Before I met my current partner, I tried online dating.
One man who messaged me on Craigslist was in his third year of engineering at the University of Toronto and he seemed like a decent guy. We arranged to meet a few days later and, naturally, I decided to put his name into Google.
Imagine my surprise when his name and phone number brought up multiple crude profiles on gay male escort websites complete with headshots.
Of course I was worried that he might be a male escort. But another part of me was worried for this stranger. What if he was set up by someone out to hurt his professional reputation? Given all the horror stories I’d read about identity theft on the Internet, that conclusion didn’t seem like a huge stretch.

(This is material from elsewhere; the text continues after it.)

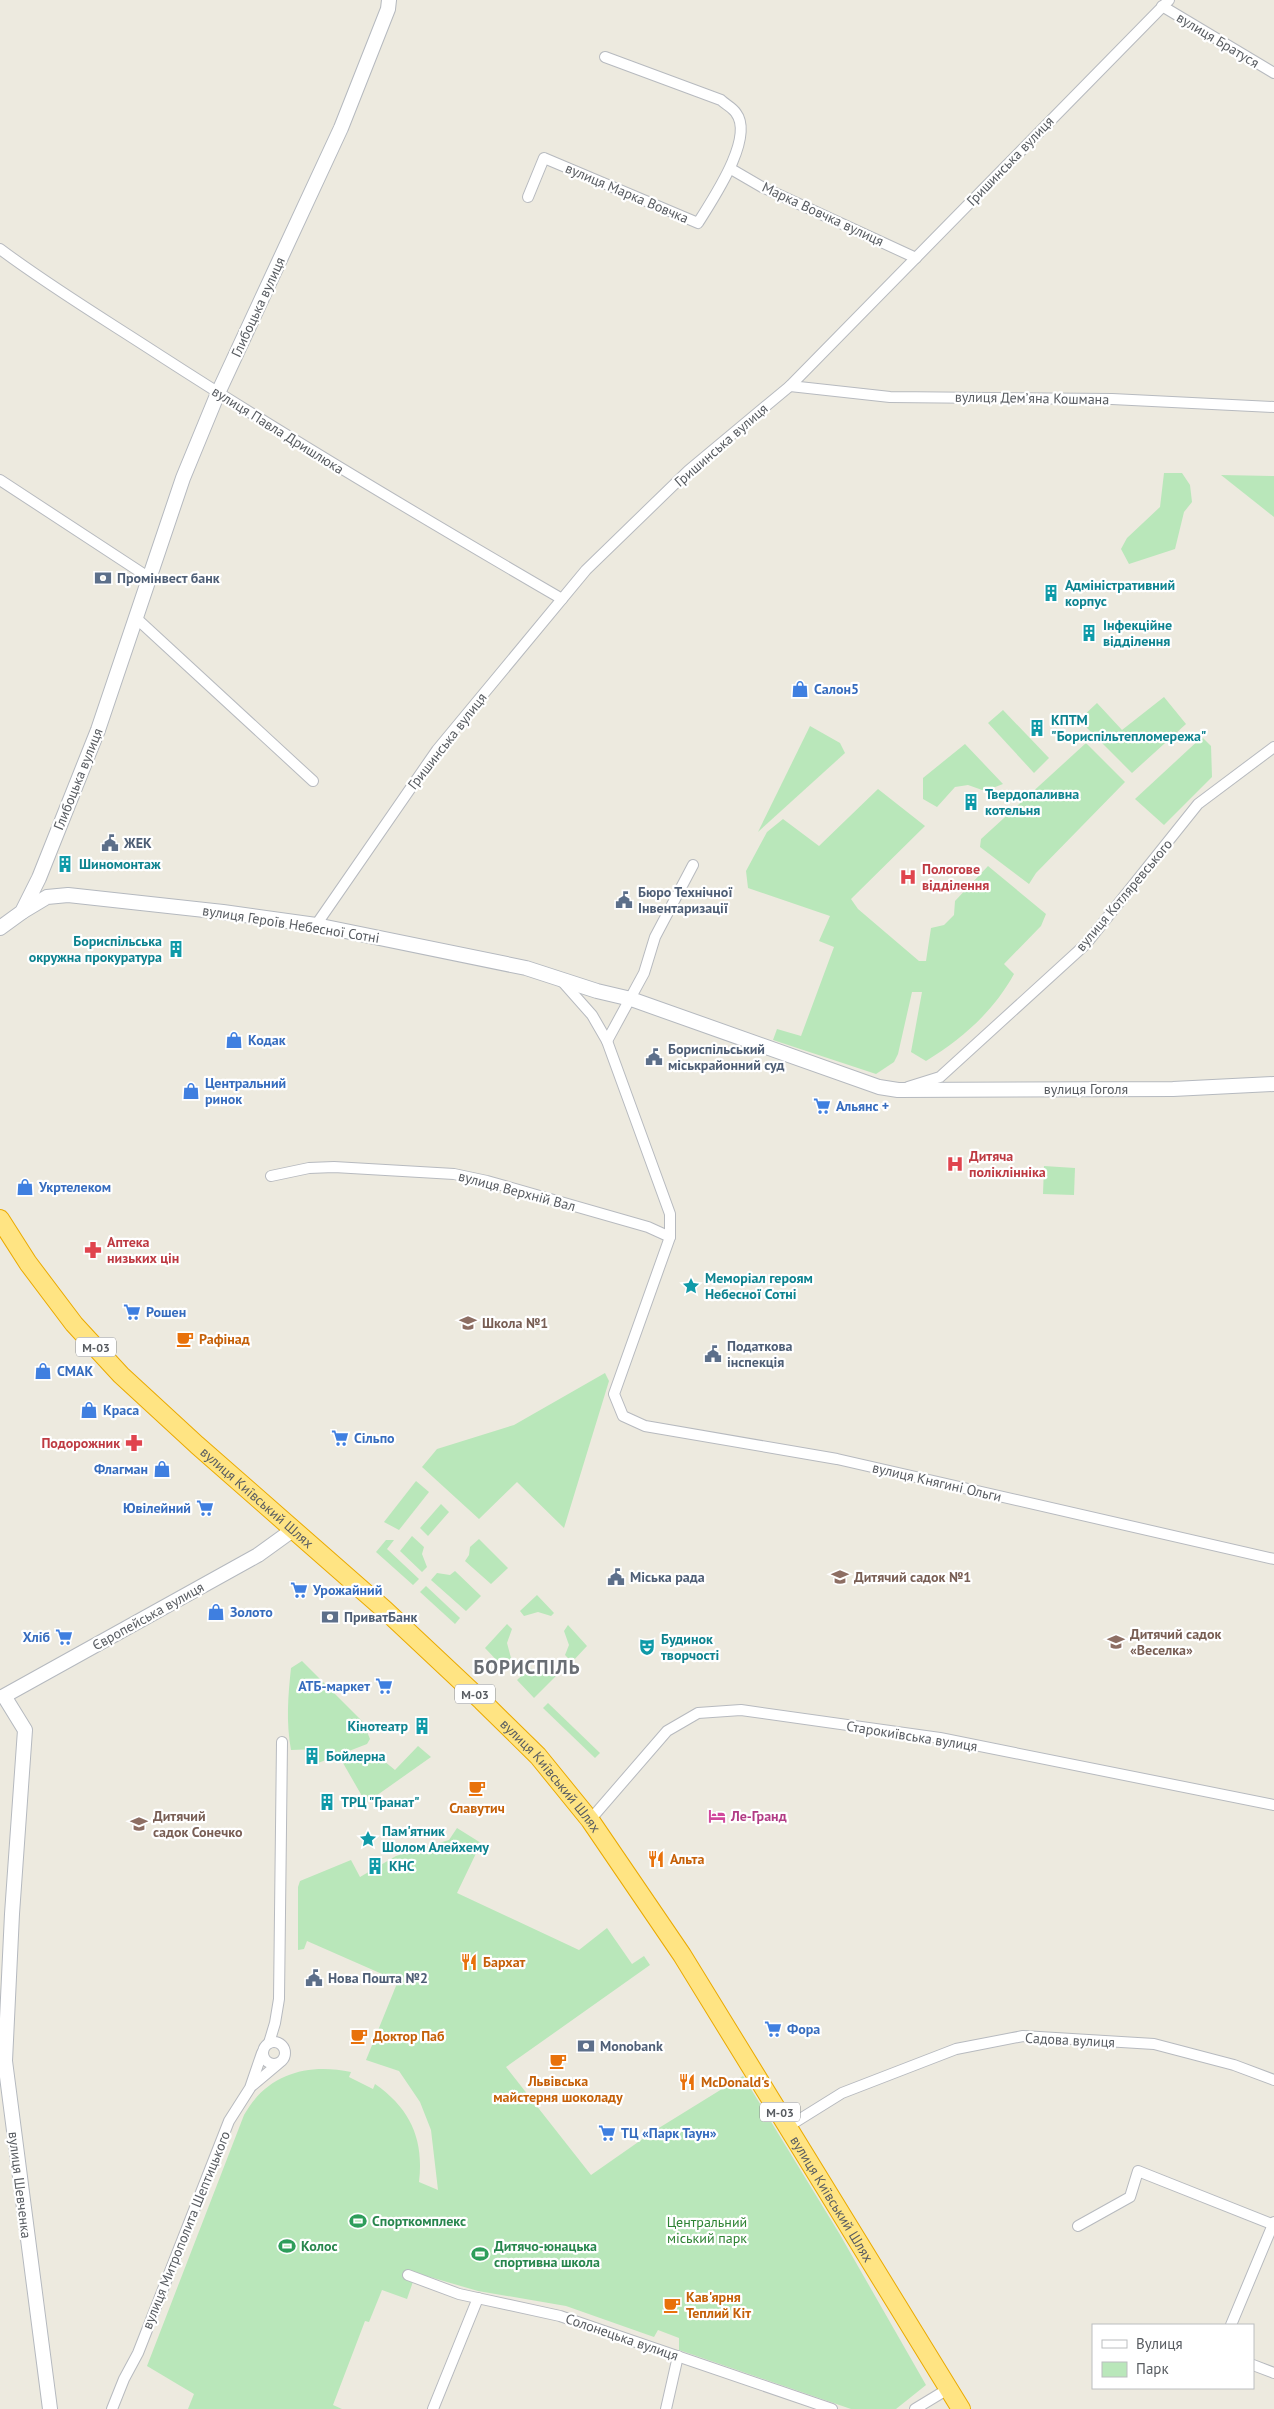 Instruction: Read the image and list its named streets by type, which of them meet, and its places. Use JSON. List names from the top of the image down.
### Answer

I didn’t grow up engulfed in the social media machine. I got my first cellphone in my first year of university. I got Facebook at 16, and I’m still not sure about the fascination with Instagram. But I’m painfully aware that every single thing we put online is a tool, whether it’s a photo or something we write. Anyone can take these tools to construct an image of us, and these images may not be flattering. In fact, some of them can be damaging, hurtful, or malicious.
That’s one of the reasons websites like brandyourself.com are growing in popularity. They claim to clean up your image on the web by “boosting” those flattering LinkedIn profiles and “burying” negative results associated with your name. The idea is that when prospective employers searchyou online, only the positive results will be front and centre.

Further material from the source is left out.